Bolsonaro revoga decreto que flexibilizou o porte de arma

Presidente contradiz fala do porta-voz Rego Barros havia negado a revogação

Por Fernando Brito 25/06/2019 - 19:08 hs

O presidente Jair Bolsonaro recuou e decidiu revogar o decreto que flexibilizou o porte de arma. A decisão foi publicada em edição extra do DOU (Diário Oficial da União) desta 3ª feira (25.jun.2019).

Eis a íntegra do documento.

No lugar do decreto revogado, Bolsonaro editou 3 novos decretos. Também encaminhou ao Congresso 1 projeto de lei sobre o mesmo tema.

Segundo o presidente da Câmara, Rodrigo Maia (DEM-RJ), a revogação foi feita após o governo entender que seria mais fácil aprovar a mudança por meio de 1 projeto de lei. “O governo entendeu que é o melhor caminho, para que não pareça que é 1 movimento contra o governo”, disse nesta 3ª feira (25.jun).

Maia havia afirmado que a Câmara votaria pela derrubada do projeto, assim como votaram os senadores.

O decreto que flexibilizou o porte de arma foi assinado em 7 de maio. Foi considerado inconstitucional pelas consultorias técnicas do Senado e da Câmara por permitir o porte de fuzis por civis. Em 22 de maio, Bolsonaro voltou atrás em relação ao porte de fuzis, carabinas ou espingardas para cidadãos comuns e modificou o decreto.

Apesar da mudança, a Consultoria Legislativa do Senado emitiu nota técnica classificando a nova versão do texto como também inconstitucional.

Mais cedo, o porta-voz da Presidência, general Otávio Rego Barros, havia negado que o governo tomaria esta decisão.

“O governo não revogará, não colocará nenhum empecilho para que a votação ocorra no Congresso”, disse o porta-voz sobre o projeto que pede a suspensão do decreto em tramitação na Câmara.

SENADO APROVOU SUSPENSÃO

Em 18 de junho, Senado derrubou o decreto por meio da aprovação do Projeto de Decreto Legislativo 233/2019. Foram 47 votos a favor da suspensão e 28 contra.

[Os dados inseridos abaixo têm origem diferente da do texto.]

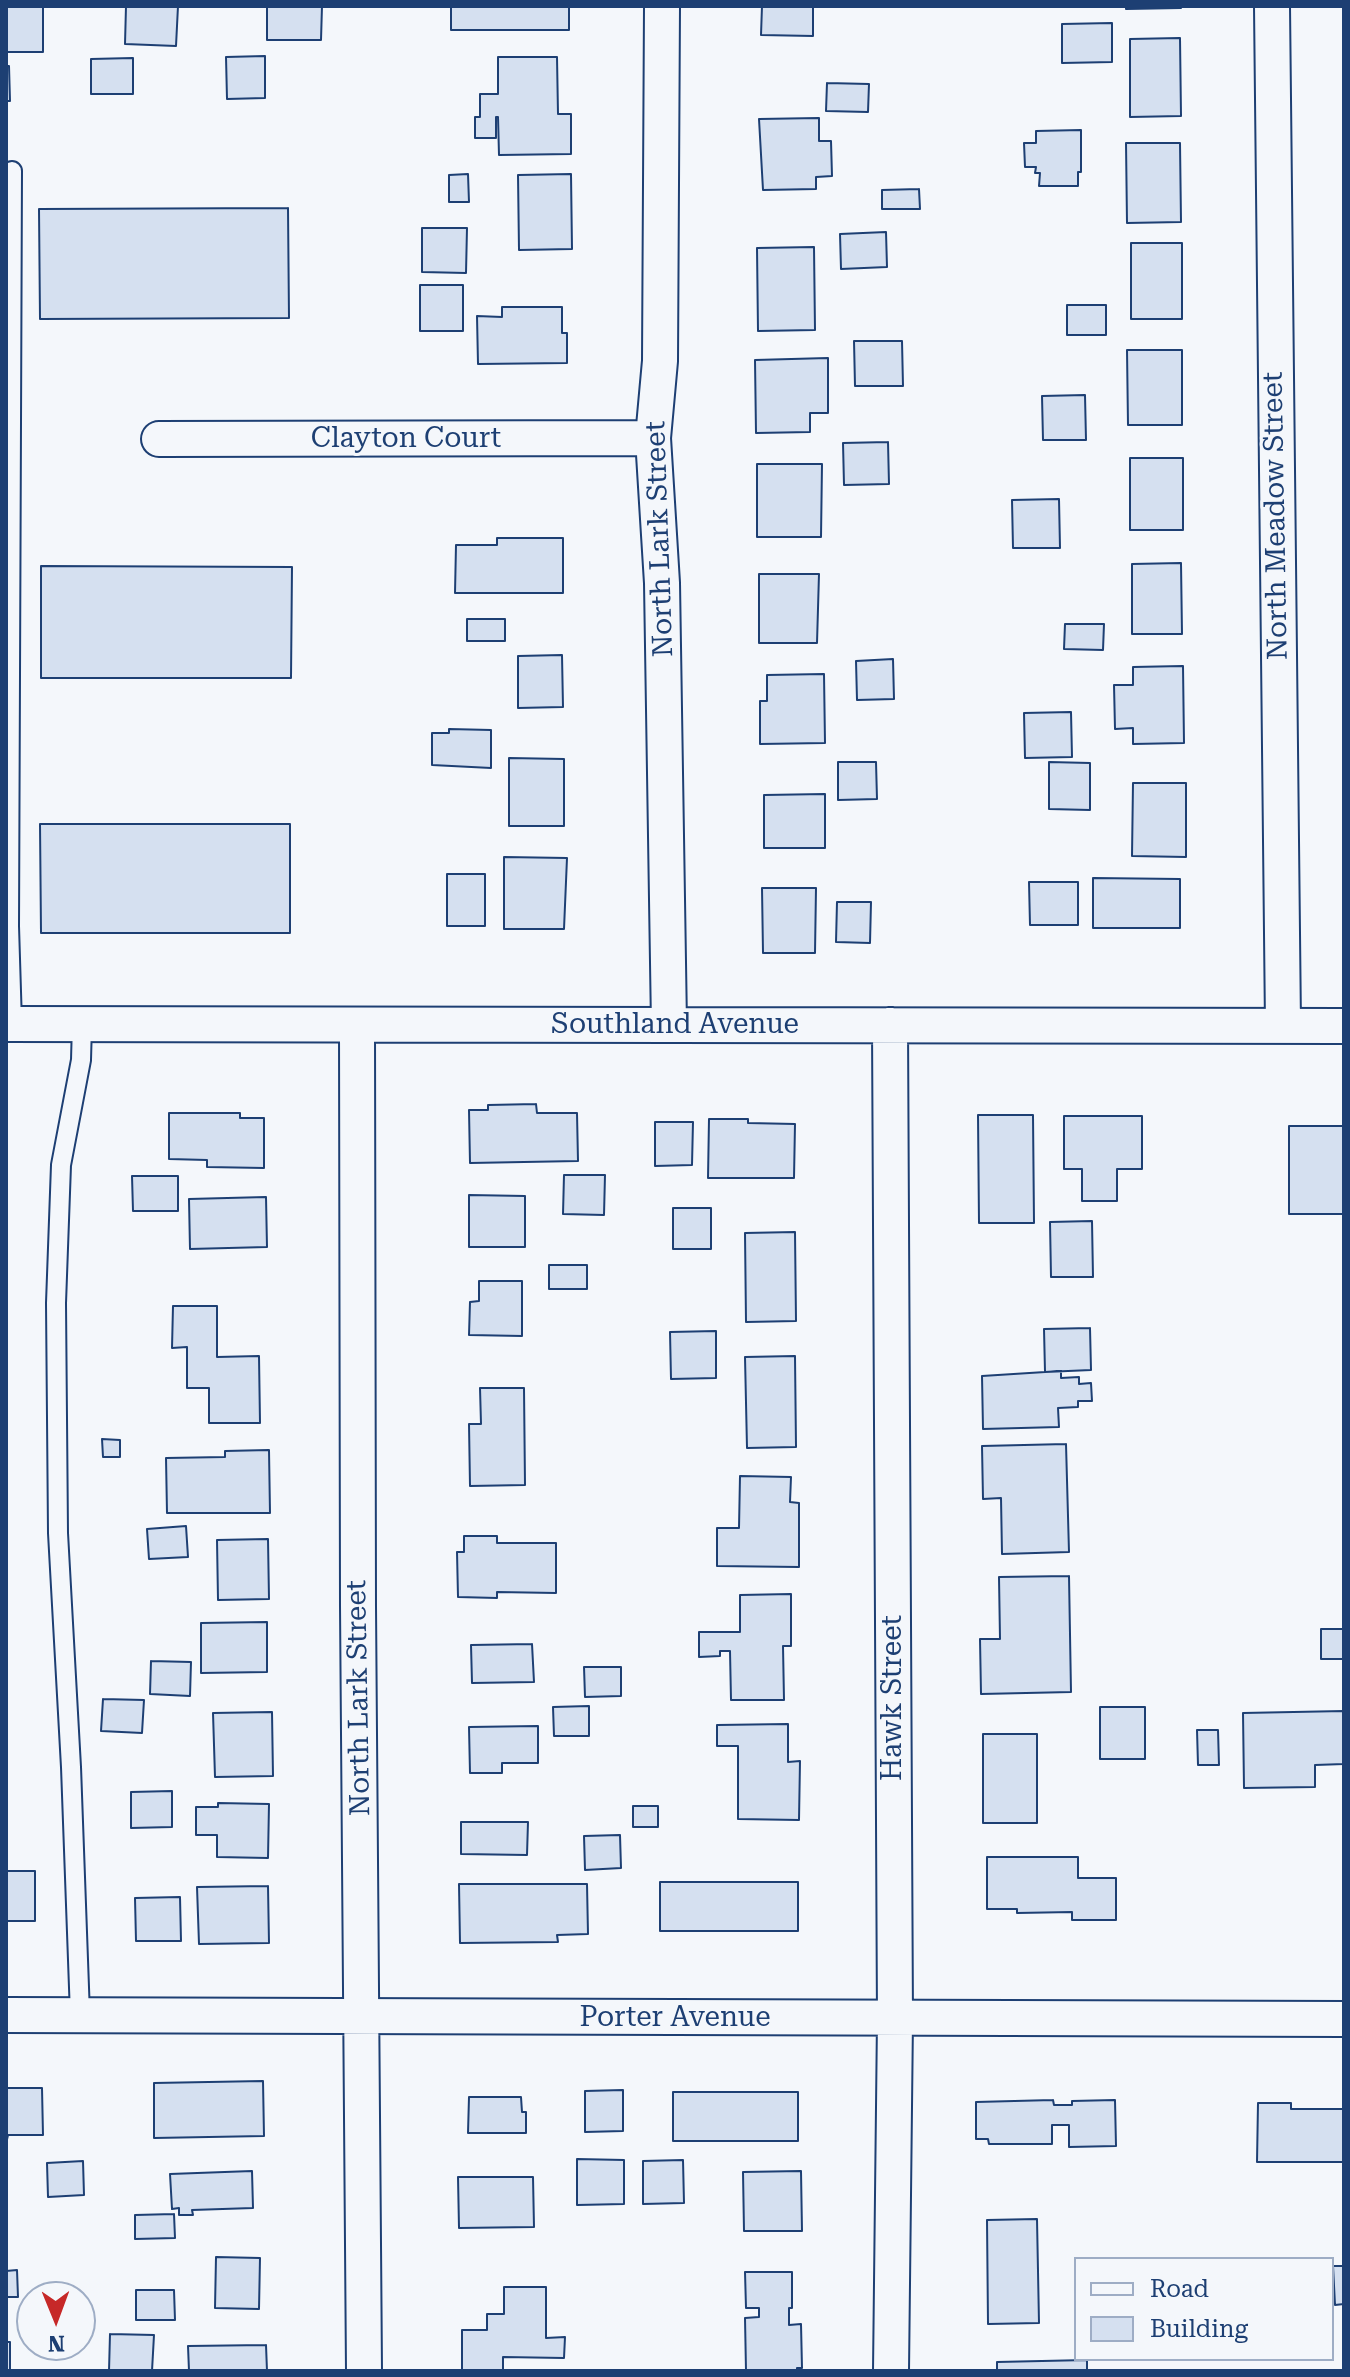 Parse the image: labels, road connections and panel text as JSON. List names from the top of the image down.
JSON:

Parte dos senadores se manifestou a favor da flexibilização da posse e do porte de armas, mas criticou a ampliação via decreto. O Planalto tem sido pressionado pelo Congresso a enviar projetos de lei que passem pelo crivo de deputados e senadores.

A CCJ (Comissão de Constituição, Justiça e Cidadania) do Senado já tinha rejeitado em 12 de junho, por 15 votos a 9, o relatório do senador Marcos do Val (Cidadania-ES), pela continuidade do decreto assinado por Bolsonaro.

Com a rejeição do relatório, os votos em separado (relatórios contrários ao que apresentou o relator) dos senadores Veneziano Vital do Rêgo (PSB-PB) e Fabiano Contarato (Rede-ES) foram apreciados e aprovados.

Eles defenderam a aprovação dos 6 projetos de decreto legislativo que suspendem os efeitos dos decretos sobre armas, que foram transformados em parecer.